··· Extracted information ···
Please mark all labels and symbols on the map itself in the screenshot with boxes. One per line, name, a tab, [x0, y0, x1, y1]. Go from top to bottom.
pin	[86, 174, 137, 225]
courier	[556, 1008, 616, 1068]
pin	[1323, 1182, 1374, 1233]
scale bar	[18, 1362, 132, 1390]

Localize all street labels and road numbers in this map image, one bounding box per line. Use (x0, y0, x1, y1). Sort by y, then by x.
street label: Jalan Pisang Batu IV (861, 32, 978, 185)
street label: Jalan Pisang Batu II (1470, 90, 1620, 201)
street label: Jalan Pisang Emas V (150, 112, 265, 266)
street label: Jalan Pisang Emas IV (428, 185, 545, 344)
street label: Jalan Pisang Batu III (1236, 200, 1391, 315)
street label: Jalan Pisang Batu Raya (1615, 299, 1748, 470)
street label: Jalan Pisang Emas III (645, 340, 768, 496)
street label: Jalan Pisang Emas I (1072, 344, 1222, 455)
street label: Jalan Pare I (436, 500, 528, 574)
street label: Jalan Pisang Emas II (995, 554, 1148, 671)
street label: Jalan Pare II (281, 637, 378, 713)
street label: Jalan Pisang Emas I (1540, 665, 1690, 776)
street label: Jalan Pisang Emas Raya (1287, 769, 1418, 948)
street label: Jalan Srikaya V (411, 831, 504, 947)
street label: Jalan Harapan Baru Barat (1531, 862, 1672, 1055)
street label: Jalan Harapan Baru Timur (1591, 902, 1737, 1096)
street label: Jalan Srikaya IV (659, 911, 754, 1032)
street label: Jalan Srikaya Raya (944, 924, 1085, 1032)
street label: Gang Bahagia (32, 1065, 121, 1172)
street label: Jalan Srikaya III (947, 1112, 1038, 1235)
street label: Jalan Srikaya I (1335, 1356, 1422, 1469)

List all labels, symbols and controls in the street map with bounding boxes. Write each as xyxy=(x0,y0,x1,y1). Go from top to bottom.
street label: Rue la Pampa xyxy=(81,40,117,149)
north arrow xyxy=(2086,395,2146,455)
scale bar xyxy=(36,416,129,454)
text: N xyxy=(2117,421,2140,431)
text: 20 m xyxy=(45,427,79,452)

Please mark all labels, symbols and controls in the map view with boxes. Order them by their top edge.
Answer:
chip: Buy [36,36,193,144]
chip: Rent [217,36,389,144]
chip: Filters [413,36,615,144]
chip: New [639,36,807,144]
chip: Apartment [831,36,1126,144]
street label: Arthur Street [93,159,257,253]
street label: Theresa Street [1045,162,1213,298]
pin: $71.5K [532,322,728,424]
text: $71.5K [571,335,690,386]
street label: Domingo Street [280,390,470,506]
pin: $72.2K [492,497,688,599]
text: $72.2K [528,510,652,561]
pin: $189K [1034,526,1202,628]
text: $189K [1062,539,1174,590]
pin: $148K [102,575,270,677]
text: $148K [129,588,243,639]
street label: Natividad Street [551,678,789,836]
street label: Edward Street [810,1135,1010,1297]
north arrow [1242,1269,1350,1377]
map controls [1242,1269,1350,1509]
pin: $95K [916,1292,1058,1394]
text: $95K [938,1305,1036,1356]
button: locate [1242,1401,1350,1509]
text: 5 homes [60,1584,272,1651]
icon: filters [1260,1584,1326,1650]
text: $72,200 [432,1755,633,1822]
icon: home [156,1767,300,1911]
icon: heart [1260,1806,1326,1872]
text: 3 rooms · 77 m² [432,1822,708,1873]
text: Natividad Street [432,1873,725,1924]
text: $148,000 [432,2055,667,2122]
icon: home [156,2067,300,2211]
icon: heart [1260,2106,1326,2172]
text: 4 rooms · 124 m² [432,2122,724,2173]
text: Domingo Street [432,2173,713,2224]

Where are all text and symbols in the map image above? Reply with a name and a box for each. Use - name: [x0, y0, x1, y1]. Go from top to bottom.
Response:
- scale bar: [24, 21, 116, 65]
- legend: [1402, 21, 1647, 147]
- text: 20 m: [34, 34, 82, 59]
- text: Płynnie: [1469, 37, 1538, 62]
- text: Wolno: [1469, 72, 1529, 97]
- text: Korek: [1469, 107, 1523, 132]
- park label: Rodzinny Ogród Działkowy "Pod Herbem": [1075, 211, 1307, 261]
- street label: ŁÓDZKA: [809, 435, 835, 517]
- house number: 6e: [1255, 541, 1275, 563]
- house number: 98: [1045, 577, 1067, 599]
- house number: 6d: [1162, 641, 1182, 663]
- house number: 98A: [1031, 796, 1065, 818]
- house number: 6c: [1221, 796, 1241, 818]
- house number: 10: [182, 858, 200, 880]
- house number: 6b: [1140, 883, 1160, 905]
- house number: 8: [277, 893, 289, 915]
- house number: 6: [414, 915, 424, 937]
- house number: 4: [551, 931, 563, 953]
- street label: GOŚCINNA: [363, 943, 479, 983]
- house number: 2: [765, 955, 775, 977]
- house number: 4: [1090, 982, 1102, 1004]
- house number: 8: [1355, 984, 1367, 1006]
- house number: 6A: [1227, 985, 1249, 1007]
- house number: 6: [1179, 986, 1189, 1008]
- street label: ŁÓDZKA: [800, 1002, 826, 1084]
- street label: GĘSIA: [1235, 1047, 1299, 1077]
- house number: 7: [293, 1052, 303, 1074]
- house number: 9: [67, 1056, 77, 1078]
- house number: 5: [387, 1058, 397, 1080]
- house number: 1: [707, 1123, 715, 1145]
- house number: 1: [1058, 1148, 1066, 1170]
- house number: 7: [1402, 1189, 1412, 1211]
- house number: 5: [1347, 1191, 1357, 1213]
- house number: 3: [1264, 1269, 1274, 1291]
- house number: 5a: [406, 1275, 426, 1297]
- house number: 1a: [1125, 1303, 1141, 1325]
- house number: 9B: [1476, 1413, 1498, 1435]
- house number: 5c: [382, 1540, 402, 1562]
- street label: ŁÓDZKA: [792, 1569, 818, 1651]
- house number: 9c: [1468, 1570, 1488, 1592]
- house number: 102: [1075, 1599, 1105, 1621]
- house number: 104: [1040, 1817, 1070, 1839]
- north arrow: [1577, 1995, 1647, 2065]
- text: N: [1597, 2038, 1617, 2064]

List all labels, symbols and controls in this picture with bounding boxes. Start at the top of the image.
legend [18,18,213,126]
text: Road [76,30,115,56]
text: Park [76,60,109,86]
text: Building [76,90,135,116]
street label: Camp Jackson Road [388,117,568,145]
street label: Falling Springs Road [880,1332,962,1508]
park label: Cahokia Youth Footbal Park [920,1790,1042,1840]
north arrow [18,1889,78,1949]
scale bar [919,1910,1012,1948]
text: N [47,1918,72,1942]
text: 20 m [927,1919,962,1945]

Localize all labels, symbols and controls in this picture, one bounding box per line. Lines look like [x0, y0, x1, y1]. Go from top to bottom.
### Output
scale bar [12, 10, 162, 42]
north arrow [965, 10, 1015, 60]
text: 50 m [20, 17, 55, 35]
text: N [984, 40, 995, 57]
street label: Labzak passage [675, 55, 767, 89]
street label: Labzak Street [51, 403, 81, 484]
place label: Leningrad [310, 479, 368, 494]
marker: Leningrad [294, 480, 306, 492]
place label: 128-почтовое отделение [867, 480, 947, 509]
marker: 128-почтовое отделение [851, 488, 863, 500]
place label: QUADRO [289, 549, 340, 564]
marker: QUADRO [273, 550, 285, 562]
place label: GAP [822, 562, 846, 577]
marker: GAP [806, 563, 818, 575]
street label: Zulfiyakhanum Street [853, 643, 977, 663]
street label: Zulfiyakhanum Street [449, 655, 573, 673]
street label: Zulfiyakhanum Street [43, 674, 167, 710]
···
• _What you will do_
An exact transcription of all the records is required.

• _Answer section_
Please mark all labels and symbols on the map itself in the screenshot with boxes. One per line, name, a tab, [x0, y0, x1, y1]. Go from top to bottom.
pin	[86, 174, 137, 225]
courier	[556, 1008, 616, 1068]
pin	[1323, 1182, 1374, 1233]
scale bar	[18, 1362, 132, 1390]

Localize all street labels and road numbers in this map image, one bounding box per line. Use (x0, y0, x1, y1). Sort by y, then by x.
street label: Jalan Pisang Batu IV (861, 32, 978, 185)
street label: Jalan Pisang Batu II (1470, 90, 1620, 201)
street label: Jalan Pisang Emas V (150, 112, 265, 266)
street label: Jalan Pisang Emas IV (428, 185, 545, 344)
street label: Jalan Pisang Batu III (1236, 200, 1391, 315)
street label: Jalan Pisang Batu Raya (1615, 299, 1748, 470)
street label: Jalan Pisang Emas III (645, 340, 768, 496)
street label: Jalan Pisang Emas I (1072, 344, 1222, 455)
street label: Jalan Pare I (436, 500, 528, 574)
street label: Jalan Pisang Emas II (995, 554, 1148, 671)
street label: Jalan Pare II (281, 637, 378, 713)
street label: Jalan Pisang Emas I (1540, 665, 1690, 776)
street label: Jalan Pisang Emas Raya (1287, 769, 1418, 948)
street label: Jalan Srikaya V (411, 831, 504, 947)
street label: Jalan Harapan Baru Barat (1531, 862, 1672, 1055)
street label: Jalan Harapan Baru Timur (1591, 902, 1737, 1096)
street label: Jalan Srikaya IV (659, 911, 754, 1032)
street label: Jalan Srikaya Raya (944, 924, 1085, 1032)
street label: Gang Bahagia (32, 1065, 121, 1172)
street label: Jalan Srikaya III (947, 1112, 1038, 1235)
street label: Jalan Srikaya I (1335, 1356, 1422, 1469)

List all labels, symbols and controls in the street map with bounding boxes. Write each as xyxy=(x0,y0,x1,y1). Go from top to bottom.
street label: Rue la Pampa xyxy=(81,40,117,149)
north arrow xyxy=(2086,395,2146,455)
scale bar xyxy=(36,416,129,454)
text: N xyxy=(2117,421,2140,431)
text: 20 m xyxy=(45,427,79,452)

Please mark all labels, symbols and controls in the map view with boxes. Order them by their top edge.
Answer:
chip: Buy [36,36,193,144]
chip: Rent [217,36,389,144]
chip: Filters [413,36,615,144]
chip: New [639,36,807,144]
chip: Apartment [831,36,1126,144]
street label: Arthur Street [93,159,257,253]
street label: Theresa Street [1045,162,1213,298]
pin: $71.5K [532,322,728,424]
text: $71.5K [571,335,690,386]
street label: Domingo Street [280,390,470,506]
pin: $72.2K [492,497,688,599]
text: $72.2K [528,510,652,561]
pin: $189K [1034,526,1202,628]
text: $189K [1062,539,1174,590]
pin: $148K [102,575,270,677]
text: $148K [129,588,243,639]
street label: Natividad Street [551,678,789,836]
street label: Edward Street [810,1135,1010,1297]
north arrow [1242,1269,1350,1377]
map controls [1242,1269,1350,1509]
pin: $95K [916,1292,1058,1394]
text: $95K [938,1305,1036,1356]
button: locate [1242,1401,1350,1509]
text: 5 homes [60,1584,272,1651]
icon: filters [1260,1584,1326,1650]
text: $72,200 [432,1755,633,1822]
icon: home [156,1767,300,1911]
icon: heart [1260,1806,1326,1872]
text: 3 rooms · 77 m² [432,1822,708,1873]
text: Natividad Street [432,1873,725,1924]
text: $148,000 [432,2055,667,2122]
icon: home [156,2067,300,2211]
icon: heart [1260,2106,1326,2172]
text: 4 rooms · 124 m² [432,2122,724,2173]
text: Domingo Street [432,2173,713,2224]

Where are all text and symbols in the map image above? Reply with a name and a box for each. Use - name: [x0, y0, x1, y1]. Go from top to bottom.
Response:
- scale bar: [24, 21, 116, 65]
- legend: [1402, 21, 1647, 147]
- text: 20 m: [34, 34, 82, 59]
- text: Płynnie: [1469, 37, 1538, 62]
- text: Wolno: [1469, 72, 1529, 97]
- text: Korek: [1469, 107, 1523, 132]
- park label: Rodzinny Ogród Działkowy "Pod Herbem": [1075, 211, 1307, 261]
- street label: ŁÓDZKA: [809, 435, 835, 517]
- house number: 6e: [1255, 541, 1275, 563]
- house number: 98: [1045, 577, 1067, 599]
- house number: 6d: [1162, 641, 1182, 663]
- house number: 98A: [1031, 796, 1065, 818]
- house number: 6c: [1221, 796, 1241, 818]
- house number: 10: [182, 858, 200, 880]
- house number: 6b: [1140, 883, 1160, 905]
- house number: 8: [277, 893, 289, 915]
- house number: 6: [414, 915, 424, 937]
- house number: 4: [551, 931, 563, 953]
- street label: GOŚCINNA: [363, 943, 479, 983]
- house number: 2: [765, 955, 775, 977]
- house number: 4: [1090, 982, 1102, 1004]
- house number: 8: [1355, 984, 1367, 1006]
- house number: 6A: [1227, 985, 1249, 1007]
- house number: 6: [1179, 986, 1189, 1008]
- street label: ŁÓDZKA: [800, 1002, 826, 1084]
- street label: GĘSIA: [1235, 1047, 1299, 1077]
- house number: 7: [293, 1052, 303, 1074]
- house number: 9: [67, 1056, 77, 1078]
- house number: 5: [387, 1058, 397, 1080]
- house number: 1: [707, 1123, 715, 1145]
- house number: 1: [1058, 1148, 1066, 1170]
- house number: 7: [1402, 1189, 1412, 1211]
- house number: 5: [1347, 1191, 1357, 1213]
- house number: 3: [1264, 1269, 1274, 1291]
- house number: 5a: [406, 1275, 426, 1297]
- house number: 1a: [1125, 1303, 1141, 1325]
- house number: 9B: [1476, 1413, 1498, 1435]
- house number: 5c: [382, 1540, 402, 1562]
- street label: ŁÓDZKA: [792, 1569, 818, 1651]
- house number: 9c: [1468, 1570, 1488, 1592]
- house number: 102: [1075, 1599, 1105, 1621]
- house number: 104: [1040, 1817, 1070, 1839]
- north arrow: [1577, 1995, 1647, 2065]
- text: N: [1597, 2038, 1617, 2064]

List all labels, symbols and controls in this picture with bounding boxes. Start at the top of the image.
legend [18,18,213,126]
text: Road [76,30,115,56]
text: Park [76,60,109,86]
text: Building [76,90,135,116]
street label: Camp Jackson Road [388,117,568,145]
street label: Falling Springs Road [880,1332,962,1508]
park label: Cahokia Youth Footbal Park [920,1790,1042,1840]
north arrow [18,1889,78,1949]
scale bar [919,1910,1012,1948]
text: N [47,1918,72,1942]
text: 20 m [927,1919,962,1945]

Localize all labels, symbols and controls in this picture, one bounding box per line. Lines look like [x0, y0, x1, y1]. Go from top to bottom.
### Output
scale bar [12, 10, 162, 42]
north arrow [965, 10, 1015, 60]
text: 50 m [20, 17, 55, 35]
text: N [984, 40, 995, 57]
street label: Labzak passage [675, 55, 767, 89]
street label: Labzak Street [51, 403, 81, 484]
place label: Leningrad [310, 479, 368, 494]
marker: Leningrad [294, 480, 306, 492]
place label: 128-почтовое отделение [867, 480, 947, 509]
marker: 128-почтовое отделение [851, 488, 863, 500]
place label: QUADRO [289, 549, 340, 564]
marker: QUADRO [273, 550, 285, 562]
place label: GAP [822, 562, 846, 577]
marker: GAP [806, 563, 818, 575]
street label: Zulfiyakhanum Street [853, 643, 977, 663]
street label: Zulfiyakhanum Street [449, 655, 573, 673]
street label: Zulfiyakhanum Street [43, 674, 167, 710]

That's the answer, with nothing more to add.